* [Work task] Where in the data does the word "down" appear? Find those lines and copy them.

* [Information shown]
<<<<

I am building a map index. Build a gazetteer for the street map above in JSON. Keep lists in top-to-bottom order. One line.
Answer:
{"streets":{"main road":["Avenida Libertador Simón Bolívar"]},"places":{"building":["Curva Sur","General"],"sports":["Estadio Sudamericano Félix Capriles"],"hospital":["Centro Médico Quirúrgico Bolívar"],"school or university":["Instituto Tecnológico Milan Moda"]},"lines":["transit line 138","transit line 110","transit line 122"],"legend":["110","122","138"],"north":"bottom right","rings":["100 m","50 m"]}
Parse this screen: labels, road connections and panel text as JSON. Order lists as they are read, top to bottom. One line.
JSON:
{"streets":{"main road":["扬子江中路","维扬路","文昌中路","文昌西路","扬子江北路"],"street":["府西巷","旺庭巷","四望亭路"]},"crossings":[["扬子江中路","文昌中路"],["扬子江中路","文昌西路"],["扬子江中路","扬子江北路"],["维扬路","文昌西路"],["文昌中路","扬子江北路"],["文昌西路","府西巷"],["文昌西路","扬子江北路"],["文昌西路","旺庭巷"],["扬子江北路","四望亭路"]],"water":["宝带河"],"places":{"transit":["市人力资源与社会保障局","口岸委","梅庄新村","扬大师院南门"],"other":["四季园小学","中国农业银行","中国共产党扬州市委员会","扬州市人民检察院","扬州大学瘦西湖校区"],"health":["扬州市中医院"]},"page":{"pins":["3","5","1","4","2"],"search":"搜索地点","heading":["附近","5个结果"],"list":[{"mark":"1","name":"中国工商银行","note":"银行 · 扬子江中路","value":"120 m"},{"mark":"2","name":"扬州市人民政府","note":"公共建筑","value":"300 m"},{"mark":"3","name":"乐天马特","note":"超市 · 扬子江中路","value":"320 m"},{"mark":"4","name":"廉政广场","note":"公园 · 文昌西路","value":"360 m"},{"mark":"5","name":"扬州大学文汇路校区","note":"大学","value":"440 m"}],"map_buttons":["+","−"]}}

>>>>
<<<<

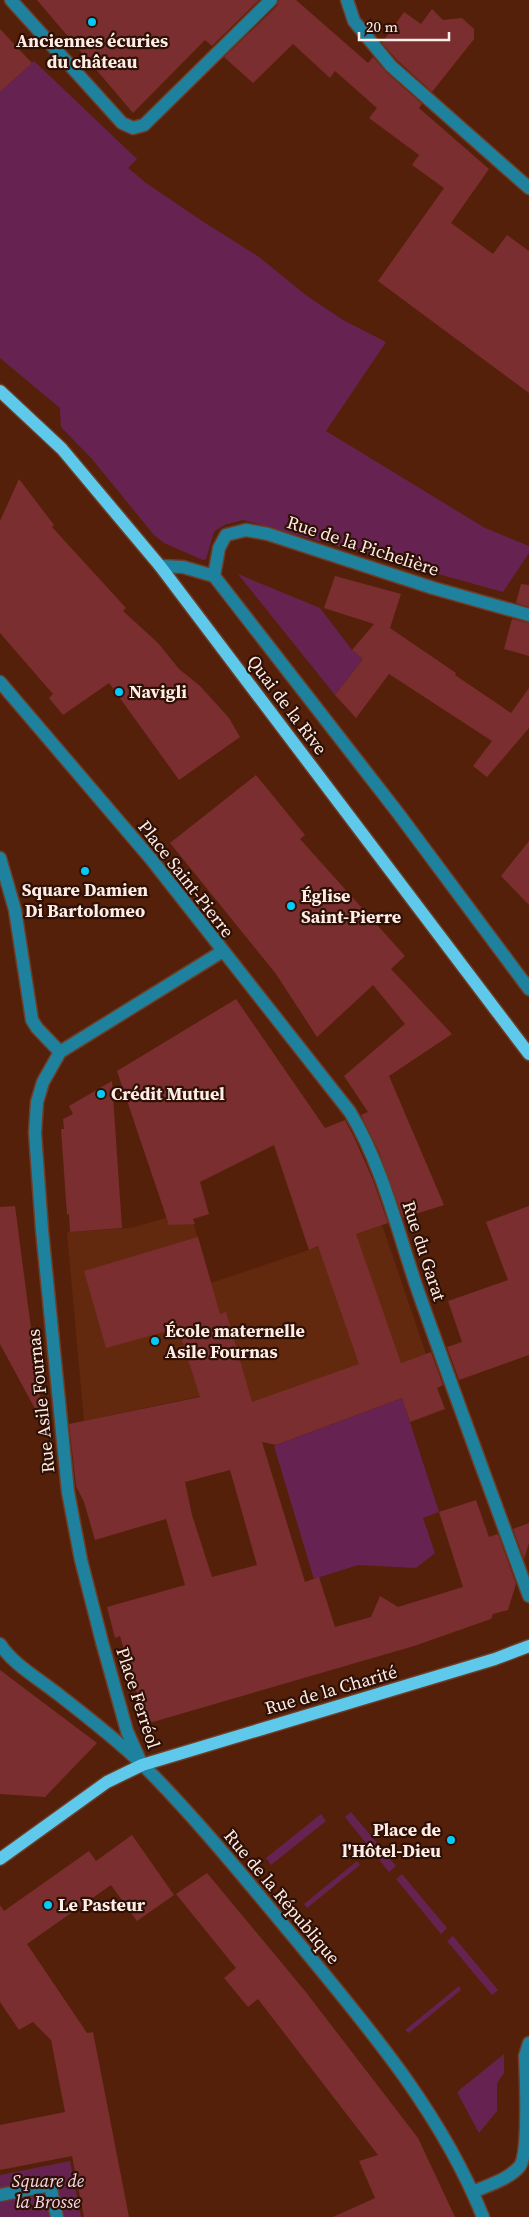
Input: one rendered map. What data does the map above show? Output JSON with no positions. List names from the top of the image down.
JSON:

>>>>
<<<<

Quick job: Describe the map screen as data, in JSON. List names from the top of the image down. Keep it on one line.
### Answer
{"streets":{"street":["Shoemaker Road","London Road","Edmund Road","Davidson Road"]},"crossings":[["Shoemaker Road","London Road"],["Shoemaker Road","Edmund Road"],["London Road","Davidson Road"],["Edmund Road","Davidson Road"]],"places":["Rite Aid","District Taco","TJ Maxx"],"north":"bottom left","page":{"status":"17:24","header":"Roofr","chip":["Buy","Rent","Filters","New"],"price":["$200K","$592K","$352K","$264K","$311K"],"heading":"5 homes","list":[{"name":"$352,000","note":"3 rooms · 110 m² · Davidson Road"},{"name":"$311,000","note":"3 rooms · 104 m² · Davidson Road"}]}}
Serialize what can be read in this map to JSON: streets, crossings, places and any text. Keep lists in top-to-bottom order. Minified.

>>>>

* [Written response]
Input: one rendered map. What data does the map above show? Output JSON with no positions. List names from the top of the image down.
Quick job: Describe the map screen as data, in JSON. List names from the top of the image down. Keep it on one line.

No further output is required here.